• What to work on
The lines below are to be quoted exactly, from the first through the one that contains "context = document.querySelector('canvas').getContext('2d');".

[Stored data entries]
== Segment start ==

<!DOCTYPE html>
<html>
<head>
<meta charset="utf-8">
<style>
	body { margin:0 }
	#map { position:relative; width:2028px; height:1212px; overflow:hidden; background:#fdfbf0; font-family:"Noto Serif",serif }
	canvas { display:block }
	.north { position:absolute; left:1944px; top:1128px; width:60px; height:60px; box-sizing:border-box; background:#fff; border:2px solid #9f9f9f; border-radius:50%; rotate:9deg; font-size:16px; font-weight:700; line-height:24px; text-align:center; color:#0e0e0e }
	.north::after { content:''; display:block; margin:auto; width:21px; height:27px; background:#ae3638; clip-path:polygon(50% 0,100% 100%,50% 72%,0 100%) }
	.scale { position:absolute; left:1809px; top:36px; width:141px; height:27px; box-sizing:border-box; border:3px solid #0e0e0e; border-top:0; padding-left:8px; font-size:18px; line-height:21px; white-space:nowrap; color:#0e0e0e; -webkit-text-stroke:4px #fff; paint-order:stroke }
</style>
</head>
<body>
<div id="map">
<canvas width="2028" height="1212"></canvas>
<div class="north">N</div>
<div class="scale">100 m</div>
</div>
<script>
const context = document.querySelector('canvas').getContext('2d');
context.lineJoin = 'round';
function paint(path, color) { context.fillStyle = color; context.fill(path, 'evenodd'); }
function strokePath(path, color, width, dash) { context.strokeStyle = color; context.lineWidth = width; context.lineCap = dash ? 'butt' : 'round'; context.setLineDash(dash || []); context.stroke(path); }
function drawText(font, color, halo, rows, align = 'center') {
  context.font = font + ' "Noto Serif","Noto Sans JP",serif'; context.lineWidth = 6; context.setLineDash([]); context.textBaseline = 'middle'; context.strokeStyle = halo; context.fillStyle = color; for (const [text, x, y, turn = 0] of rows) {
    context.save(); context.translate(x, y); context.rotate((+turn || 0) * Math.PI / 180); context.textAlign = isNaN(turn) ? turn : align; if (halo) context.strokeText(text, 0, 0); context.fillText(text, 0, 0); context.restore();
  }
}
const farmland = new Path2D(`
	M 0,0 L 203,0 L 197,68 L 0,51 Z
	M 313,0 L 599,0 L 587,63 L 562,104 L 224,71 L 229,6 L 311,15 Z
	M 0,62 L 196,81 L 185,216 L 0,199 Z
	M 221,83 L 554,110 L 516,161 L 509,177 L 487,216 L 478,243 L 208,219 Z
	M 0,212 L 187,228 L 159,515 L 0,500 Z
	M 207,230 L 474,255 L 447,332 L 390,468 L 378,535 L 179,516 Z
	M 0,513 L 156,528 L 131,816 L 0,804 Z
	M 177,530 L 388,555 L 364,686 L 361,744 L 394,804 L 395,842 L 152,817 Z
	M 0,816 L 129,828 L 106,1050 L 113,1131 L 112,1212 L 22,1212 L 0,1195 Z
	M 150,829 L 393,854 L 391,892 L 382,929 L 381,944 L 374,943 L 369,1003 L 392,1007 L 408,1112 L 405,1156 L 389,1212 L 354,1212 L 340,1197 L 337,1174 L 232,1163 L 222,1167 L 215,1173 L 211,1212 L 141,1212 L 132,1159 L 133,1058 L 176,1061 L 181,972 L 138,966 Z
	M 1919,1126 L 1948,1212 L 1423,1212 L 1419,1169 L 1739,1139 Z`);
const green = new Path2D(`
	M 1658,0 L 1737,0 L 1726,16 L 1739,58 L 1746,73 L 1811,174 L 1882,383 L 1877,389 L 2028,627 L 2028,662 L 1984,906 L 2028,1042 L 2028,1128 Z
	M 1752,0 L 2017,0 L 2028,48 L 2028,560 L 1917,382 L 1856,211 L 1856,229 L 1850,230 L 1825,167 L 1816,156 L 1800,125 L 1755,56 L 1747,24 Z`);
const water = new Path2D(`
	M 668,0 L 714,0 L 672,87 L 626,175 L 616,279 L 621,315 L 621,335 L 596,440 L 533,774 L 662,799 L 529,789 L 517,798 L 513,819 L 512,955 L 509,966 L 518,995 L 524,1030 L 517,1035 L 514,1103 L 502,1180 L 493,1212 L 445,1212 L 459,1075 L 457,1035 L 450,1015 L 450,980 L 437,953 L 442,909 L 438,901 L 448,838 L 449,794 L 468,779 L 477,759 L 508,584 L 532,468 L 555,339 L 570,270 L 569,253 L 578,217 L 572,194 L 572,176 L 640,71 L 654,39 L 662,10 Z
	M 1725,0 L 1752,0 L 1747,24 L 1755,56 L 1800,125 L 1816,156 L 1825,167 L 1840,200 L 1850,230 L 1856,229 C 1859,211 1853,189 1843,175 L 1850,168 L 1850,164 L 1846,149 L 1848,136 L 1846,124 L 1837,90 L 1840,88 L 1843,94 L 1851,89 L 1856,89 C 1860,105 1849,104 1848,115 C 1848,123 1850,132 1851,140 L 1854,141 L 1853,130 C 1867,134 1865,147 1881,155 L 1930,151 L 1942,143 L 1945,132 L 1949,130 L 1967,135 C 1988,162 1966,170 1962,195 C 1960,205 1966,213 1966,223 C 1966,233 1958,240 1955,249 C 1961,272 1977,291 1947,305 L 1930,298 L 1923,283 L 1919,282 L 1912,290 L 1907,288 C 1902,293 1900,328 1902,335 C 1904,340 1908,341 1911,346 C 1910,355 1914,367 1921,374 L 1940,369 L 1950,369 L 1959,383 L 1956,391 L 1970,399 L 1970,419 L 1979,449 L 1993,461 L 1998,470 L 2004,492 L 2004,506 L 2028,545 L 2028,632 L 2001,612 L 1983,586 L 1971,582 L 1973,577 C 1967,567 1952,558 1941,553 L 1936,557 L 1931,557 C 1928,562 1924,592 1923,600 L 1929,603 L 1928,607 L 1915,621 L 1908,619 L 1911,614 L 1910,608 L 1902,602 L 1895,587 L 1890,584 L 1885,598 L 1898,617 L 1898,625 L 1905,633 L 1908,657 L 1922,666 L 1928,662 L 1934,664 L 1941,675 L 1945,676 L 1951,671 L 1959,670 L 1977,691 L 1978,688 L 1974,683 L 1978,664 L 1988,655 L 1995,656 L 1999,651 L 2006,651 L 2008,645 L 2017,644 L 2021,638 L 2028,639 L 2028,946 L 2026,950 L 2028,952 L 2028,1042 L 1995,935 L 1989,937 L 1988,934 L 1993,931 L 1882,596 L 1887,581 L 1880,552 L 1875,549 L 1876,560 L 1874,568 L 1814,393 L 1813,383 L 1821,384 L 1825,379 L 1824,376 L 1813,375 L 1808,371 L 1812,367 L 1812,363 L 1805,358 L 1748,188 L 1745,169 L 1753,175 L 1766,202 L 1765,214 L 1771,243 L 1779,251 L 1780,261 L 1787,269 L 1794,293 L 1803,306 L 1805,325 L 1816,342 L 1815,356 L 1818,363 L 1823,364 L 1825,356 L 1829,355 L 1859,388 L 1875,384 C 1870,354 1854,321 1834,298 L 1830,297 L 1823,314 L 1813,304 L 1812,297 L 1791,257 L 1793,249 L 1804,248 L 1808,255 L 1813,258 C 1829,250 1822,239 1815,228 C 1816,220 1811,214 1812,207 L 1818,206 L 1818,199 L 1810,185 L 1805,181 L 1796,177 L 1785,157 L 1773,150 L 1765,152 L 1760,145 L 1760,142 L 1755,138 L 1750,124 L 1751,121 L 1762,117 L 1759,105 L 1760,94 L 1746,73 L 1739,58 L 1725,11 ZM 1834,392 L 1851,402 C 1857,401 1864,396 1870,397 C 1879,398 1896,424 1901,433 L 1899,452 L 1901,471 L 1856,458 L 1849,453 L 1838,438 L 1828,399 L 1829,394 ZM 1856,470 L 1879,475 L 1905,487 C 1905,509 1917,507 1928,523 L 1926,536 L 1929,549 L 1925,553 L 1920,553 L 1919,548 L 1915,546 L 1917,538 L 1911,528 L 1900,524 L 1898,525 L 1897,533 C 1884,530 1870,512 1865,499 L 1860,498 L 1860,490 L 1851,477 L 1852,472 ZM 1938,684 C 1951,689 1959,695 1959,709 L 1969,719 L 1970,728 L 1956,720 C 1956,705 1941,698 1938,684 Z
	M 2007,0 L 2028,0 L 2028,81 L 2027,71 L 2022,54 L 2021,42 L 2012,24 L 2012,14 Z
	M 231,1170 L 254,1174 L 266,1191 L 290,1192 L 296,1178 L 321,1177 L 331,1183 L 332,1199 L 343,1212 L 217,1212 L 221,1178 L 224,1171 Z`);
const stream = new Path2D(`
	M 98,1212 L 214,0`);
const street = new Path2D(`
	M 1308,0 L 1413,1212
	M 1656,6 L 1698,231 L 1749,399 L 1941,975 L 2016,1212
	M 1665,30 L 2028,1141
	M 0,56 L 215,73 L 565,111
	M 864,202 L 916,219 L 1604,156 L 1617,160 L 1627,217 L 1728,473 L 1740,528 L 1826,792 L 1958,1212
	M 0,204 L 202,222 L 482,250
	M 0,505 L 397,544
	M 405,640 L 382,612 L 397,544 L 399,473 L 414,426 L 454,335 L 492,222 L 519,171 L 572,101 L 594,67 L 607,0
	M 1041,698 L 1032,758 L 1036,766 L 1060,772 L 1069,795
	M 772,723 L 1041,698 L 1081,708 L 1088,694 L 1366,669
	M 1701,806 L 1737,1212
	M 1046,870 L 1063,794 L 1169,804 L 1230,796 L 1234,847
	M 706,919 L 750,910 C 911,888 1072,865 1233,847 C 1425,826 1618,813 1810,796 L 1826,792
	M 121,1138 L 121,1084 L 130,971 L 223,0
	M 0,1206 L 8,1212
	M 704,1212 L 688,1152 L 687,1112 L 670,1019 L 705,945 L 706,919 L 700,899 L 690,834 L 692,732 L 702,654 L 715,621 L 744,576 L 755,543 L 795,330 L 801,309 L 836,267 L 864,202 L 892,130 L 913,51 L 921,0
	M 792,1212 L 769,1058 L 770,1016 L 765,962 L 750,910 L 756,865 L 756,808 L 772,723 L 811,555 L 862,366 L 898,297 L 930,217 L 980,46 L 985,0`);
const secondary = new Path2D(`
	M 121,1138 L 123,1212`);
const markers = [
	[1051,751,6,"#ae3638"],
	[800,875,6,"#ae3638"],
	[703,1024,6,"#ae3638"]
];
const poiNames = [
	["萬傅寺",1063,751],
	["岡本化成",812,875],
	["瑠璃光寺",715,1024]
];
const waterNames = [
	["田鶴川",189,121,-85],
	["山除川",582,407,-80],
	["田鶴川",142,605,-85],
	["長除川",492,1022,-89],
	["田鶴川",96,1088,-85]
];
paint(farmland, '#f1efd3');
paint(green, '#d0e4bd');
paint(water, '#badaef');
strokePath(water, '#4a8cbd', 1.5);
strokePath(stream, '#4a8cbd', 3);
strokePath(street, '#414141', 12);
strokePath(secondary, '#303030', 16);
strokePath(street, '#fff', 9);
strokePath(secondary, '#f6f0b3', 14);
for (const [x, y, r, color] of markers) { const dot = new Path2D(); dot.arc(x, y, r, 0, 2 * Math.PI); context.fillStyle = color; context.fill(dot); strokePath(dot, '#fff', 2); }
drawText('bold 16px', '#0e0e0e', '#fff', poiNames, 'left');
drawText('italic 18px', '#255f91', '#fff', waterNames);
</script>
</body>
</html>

== Segment end ==

• Result below
<!DOCTYPE html>
<html>
<head>
<meta charset="utf-8">
<style>
	body { margin:0 }
	#map { position:relative; width:2028px; height:1212px; overflow:hidden; background:#fdfbf0; font-family:"Noto Serif",serif }
	canvas { display:block }
	.north { position:absolute; left:1944px; top:1128px; width:60px; height:60px; box-sizing:border-box; background:#fff; border:2px solid #9f9f9f; border-radius:50%; rotate:9deg; font-size:16px; font-weight:700; line-height:24px; text-align:center; color:#0e0e0e }
	.north::after { content:''; display:block; margin:auto; width:21px; height:27px; background:#ae3638; clip-path:polygon(50% 0,100% 100%,50% 72%,0 100%) }
	.scale { position:absolute; left:1809px; top:36px; width:141px; height:27px; box-sizing:border-box; border:3px solid #0e0e0e; border-top:0; padding-left:8px; font-size:18px; line-height:21px; white-space:nowrap; color:#0e0e0e; -webkit-text-stroke:4px #fff; paint-order:stroke }
</style>
</head>
<body>
<div id="map">
<canvas width="2028" height="1212"></canvas>
<div class="north">N</div>
<div class="scale">100 m</div>
</div>
<script>
const context = document.querySelector('canvas').getContext('2d');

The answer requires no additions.